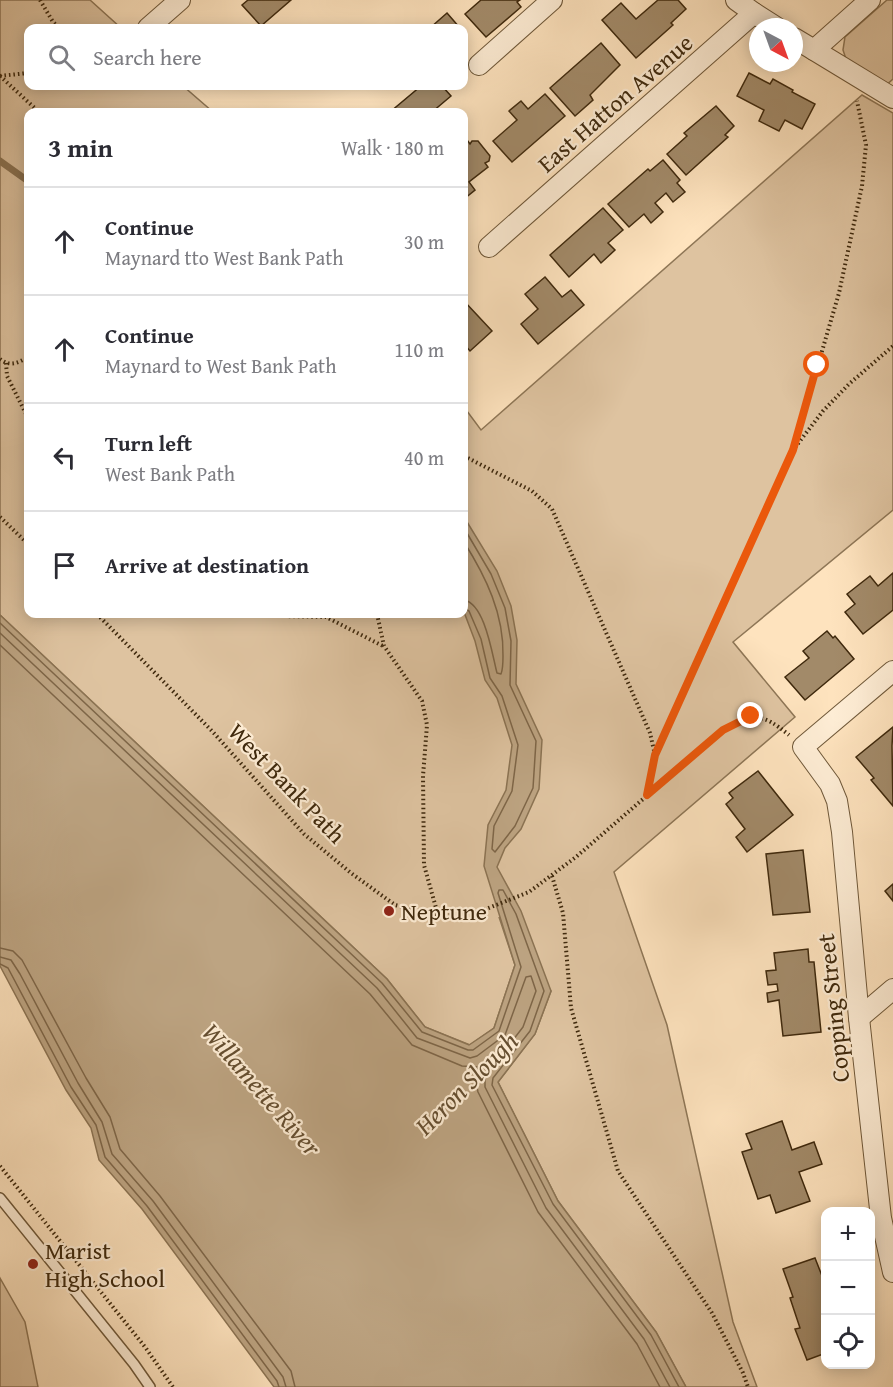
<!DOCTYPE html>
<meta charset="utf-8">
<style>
body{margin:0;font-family:"Gentium Book Plus",serif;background:#f2f2f3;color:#2b2b33}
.controls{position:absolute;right:18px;bottom:18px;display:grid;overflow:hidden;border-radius:12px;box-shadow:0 3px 15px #0003}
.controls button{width:54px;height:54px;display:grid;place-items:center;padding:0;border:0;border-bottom:2px solid #e1e1e2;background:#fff;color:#2b2b33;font:30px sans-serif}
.compass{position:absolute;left:749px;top:18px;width:54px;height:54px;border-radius:50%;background:#fff;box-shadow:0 3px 15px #0003;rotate:139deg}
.stop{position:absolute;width:18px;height:18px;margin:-14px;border:4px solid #ea580c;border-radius:50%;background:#fff}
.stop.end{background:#ea580c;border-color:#fff;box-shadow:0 2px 6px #0008}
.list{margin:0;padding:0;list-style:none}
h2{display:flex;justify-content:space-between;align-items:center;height:78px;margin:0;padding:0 24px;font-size:26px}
h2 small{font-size:20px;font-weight:400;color:#7c7c81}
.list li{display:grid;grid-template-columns:39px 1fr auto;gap:18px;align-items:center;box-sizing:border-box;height:108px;padding:0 24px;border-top:2px solid #e1e1e2}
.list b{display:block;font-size:22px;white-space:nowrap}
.list p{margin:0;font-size:20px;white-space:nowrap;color:#7c7c81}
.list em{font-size:20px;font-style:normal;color:#7c7c81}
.icon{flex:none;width:33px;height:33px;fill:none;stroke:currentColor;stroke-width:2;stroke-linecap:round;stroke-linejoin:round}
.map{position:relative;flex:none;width:893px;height:1387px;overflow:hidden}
.search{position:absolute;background:#fff;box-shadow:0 3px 15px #0003;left:24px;top:24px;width:444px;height:66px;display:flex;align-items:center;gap:15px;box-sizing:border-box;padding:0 21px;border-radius:12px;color:#7c7c81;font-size:22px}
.panel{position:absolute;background:#fff;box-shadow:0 3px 15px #0003;left:24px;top:108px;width:444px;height:510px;border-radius:12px}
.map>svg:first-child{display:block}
</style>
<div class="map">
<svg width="893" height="1387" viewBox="0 0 893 1387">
<rect width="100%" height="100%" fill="#fee3be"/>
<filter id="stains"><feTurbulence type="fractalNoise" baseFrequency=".00333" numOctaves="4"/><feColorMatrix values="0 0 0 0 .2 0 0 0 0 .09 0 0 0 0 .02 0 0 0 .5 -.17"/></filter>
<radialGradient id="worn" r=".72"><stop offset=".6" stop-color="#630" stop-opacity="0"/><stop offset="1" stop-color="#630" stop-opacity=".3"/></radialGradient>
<!-- green -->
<g fill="#dec3a0" stroke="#8e7656" stroke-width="1.5">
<polygon points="0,0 90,0 121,28 28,28 28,86 183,86 213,112 28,112 28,614 464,614 464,407 481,430 862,95 893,113 893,510 733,642 795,717 614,872 667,1025 733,1322 757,1387 686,1387 656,1332 558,1201 498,1082 535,1034 551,991 499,917 515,965 494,1028 470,1045 425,1027 387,979 0,615"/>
<polygon points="887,0 893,0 893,79 884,87 847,62 843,50 845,37"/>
<polygon points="0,1278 25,1322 38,1387 0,1387"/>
</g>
<!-- water -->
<polygon fill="#bda482" stroke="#8b7353" stroke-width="1.5" points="464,517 497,571 511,606 517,640 516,684 542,740 539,789 521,829 505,848 497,867 521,911 551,991 535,1034 498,1082 558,1201 656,1332 686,1387 274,1387 142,1209 99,1160 91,1128 66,1090 0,966 0,615 387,979 425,1027 469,1045 494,1028 515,965 484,866 488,825 506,790 512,745 497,698 485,680 475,641 464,612"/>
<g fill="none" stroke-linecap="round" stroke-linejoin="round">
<!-- shore -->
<g stroke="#7e6648" stroke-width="1.5">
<polyline points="464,528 491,574 505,608 511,641 510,685 536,741 533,788 515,826 495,852 492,849 494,826 512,791 518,745 502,696 490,678 481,639 469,611 464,608"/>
<path d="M 464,542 C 486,577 504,614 503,656 C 503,663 503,669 501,674 L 497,673 C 492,654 485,604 464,600"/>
<polyline points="0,623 382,983 422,1032 468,1050 473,1050 499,1031 521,967 498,893 499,890 503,890 516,914 544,991 530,1031 493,1078 492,1085 553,1204 651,1335 679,1387"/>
<polyline points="0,633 377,988 417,1038 470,1058 477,1056 505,1035 526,977 531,976 536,991 523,1027 487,1074 485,1080 485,1087 546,1208 644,1339 670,1387"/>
<polyline points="0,645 370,994 412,1045 462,1066 478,1067 476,1083 478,1092 538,1212 637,1344 660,1387"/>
<polyline points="0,948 13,951 22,960 86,1078 110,1117 120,1149 160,1196 291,1371 295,1387"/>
<polyline points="0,957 11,960 20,974 78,1083 102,1122 112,1154 153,1201 283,1377 286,1387"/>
<polyline points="0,964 8,968 71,1087 96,1125 105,1157 147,1206 277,1381 279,1387"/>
</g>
<!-- stream -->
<polyline stroke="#8b7353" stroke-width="7" points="0,161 28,181"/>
</g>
<!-- building -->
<g fill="#a28a69" stroke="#3f290d" stroke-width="1.5">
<polygon points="248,0 291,0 261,26 242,5"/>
<polygon points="481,0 520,0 517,2 521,7 486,37 465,14"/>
<polygon points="658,0 678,0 686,9 671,23 673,25 636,58 602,20 621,3 636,19"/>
<polygon points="447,13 460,28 430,28"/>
<polygon points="601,43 620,65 590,95 593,100 575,116 550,88"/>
<polygon points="749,73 770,84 773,79 793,90 792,92 815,104 802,129 785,120 779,131 759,121 764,110 737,96"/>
<polygon points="421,86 442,86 451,96 432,112 390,112"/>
<polygon points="545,94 565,116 512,162 493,141 517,120 509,111 521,101 528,109"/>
<polygon points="716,106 734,126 725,135 728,137 686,175 667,154 687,136 684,133"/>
<polygon points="464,136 470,144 472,141 478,141 490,156 489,161 485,163 488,167 469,182 475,190 464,199"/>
<polygon points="663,160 680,180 677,183 685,192 673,202 666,193 655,203 663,212 651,223 644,214 629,227 608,204 648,169 650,171"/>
<polygon points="603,208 623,230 608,243 615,250 601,263 594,254 569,277 550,255"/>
<polygon points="545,277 562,297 571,290 584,305 538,344 521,324 538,309 525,294"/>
<polygon points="464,301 492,331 470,351 464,344"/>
<polygon points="893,573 893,610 863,634 845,612 855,604 847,594 870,576 878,586"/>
<polygon points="827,631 833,638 835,636 854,659 805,700 785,677 809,658 803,651"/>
<polygon points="893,727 892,746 893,806 871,780 874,778 856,757"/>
<polygon points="758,771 793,815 747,852 736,837 745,829 726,804 733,798 729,793"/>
<polygon points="803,850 810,912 773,915 766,854"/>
<polygon points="893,884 893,901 885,891"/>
<polygon points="808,949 809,962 814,962 821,1032 783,1036 779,1000 768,1002 767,993 778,991 777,984 768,985 766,971 776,970 774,953"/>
<polygon points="782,1121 792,1150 814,1142 822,1164 799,1172 810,1201 776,1213 770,1195 758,1199 742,1152 752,1149 746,1134"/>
<polygon points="815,1258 826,1286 826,1353 807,1360 795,1329 800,1328 790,1298 793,1297 783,1269"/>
</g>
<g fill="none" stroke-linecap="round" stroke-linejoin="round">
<!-- service casing -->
<g stroke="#6f5839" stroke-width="12">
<polyline id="service" points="0,1198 134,1364 150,1387"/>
</g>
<!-- minor casing -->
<g stroke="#6f5839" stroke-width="22">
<g id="minor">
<polyline points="736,0 754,13"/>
<polyline points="148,28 180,0"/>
<polyline points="794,38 814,50 870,0"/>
<polyline points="814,50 893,98"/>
<polyline points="479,65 552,0"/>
<polyline points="489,247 754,13 776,27"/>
<polyline points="893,671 803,747 830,784 837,801 842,832 859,1018 881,1218 893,1272"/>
<polyline points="859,1018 893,989"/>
</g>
</g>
<!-- path -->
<g stroke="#3f290d" stroke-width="4" stroke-dasharray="1.5 3" stroke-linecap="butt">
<polyline points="40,0 53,22 60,28"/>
<polyline points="0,76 39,112"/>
<polyline points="0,76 28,73"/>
<path d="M 0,359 C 10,367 18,363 28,357"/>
<polyline points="6,363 7,376 28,418"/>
<polyline points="794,447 839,293 862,186 866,145 857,101"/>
<polyline points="464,456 532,491 552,509 650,733 655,755"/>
<polyline points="0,517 28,544"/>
<path d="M 97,614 L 212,731 L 304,834 L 351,873 L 395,905 L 438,915 L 459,915 L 481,911 L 529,892 L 576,857 L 723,730 C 754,715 760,711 789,735"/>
<polyline points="271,614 283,616 326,617 383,646"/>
<polyline points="377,614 384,646 422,701 427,725 423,776 424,865 438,915"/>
<polyline points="647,794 655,755 793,450 823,411 849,384 893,346"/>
<polyline points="552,876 563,913 571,1008 618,1171 712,1313 743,1373 748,1387"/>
<polyline points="0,1166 145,1347 173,1387"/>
</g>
<!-- service -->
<use href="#service" stroke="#feedd5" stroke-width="9"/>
<!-- minor -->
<use href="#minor" stroke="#feedd5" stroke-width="20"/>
</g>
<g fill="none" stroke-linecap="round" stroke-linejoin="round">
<!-- route -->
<polyline stroke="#ea580c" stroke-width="8" points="751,716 723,730 647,795 655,755 793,450 817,365"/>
</g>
<!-- markers -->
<g fill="#8f2418" stroke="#feedd5" stroke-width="2">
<circle cx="389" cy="911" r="6"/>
<circle cx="33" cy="1264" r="6"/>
</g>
<g text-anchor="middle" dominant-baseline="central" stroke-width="4.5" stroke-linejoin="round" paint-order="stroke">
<!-- street labels -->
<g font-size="24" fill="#3f290d" stroke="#feedd5">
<text transform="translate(615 103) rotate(-41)">East Hatton Avenue</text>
<text transform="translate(287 783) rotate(46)">West Bank Path</text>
<text transform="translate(833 1008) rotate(-96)">Copping Street</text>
</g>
<!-- poi labels -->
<g font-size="24" fill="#3f290d" stroke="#feedd5" text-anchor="start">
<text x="401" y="911">Neptune</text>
<text x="45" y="1250">Marist<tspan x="45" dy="28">High School</tspan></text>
</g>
<!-- water labels -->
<g font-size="26" font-style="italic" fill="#654e30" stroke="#feedd5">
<text transform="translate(466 1083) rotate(-45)">Heron Slough</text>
<text transform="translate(262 1089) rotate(49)">Willamette River</text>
</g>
</g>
<rect width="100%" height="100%" filter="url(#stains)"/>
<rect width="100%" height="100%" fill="url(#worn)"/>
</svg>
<div class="controls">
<button>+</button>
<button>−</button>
<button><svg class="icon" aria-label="locate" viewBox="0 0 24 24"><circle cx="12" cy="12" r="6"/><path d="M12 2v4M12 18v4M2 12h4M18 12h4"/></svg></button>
</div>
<svg class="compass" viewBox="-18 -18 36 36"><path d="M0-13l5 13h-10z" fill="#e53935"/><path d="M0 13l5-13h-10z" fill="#7c7c81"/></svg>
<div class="stop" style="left:817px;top:365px"></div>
<div class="stop end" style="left:751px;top:716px"></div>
<div class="search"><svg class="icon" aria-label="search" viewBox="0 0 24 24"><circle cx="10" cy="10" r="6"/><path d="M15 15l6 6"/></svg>Search here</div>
<section class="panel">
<h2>3 min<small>Walk · 180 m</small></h2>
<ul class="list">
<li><svg class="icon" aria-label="ahead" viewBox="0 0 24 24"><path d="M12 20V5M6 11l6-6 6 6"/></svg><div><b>Continue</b><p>Maynard tto West Bank Path</p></div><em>30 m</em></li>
<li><svg class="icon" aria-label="ahead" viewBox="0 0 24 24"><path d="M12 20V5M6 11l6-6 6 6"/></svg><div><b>Continue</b><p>Maynard to West Bank Path</p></div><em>110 m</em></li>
<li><svg class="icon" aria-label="left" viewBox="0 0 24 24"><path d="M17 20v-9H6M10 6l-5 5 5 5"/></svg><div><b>Turn left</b><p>West Bank Path</p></div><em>40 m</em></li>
<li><svg class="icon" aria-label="arrive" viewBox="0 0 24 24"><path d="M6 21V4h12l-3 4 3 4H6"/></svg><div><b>Arrive at destination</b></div></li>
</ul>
</section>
</div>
☆ ☆ ☆ ☆ ☆
- [WHAT THE TASK ASKS] In the listing, return each line containing the string "white".

- [ANSWER TO THIS EXERCISE]
.list b{display:block;font-size:22px;white-space:nowrap}
.list p{margin:0;font-size:20px;white-space:nowrap;color:#7c7c81}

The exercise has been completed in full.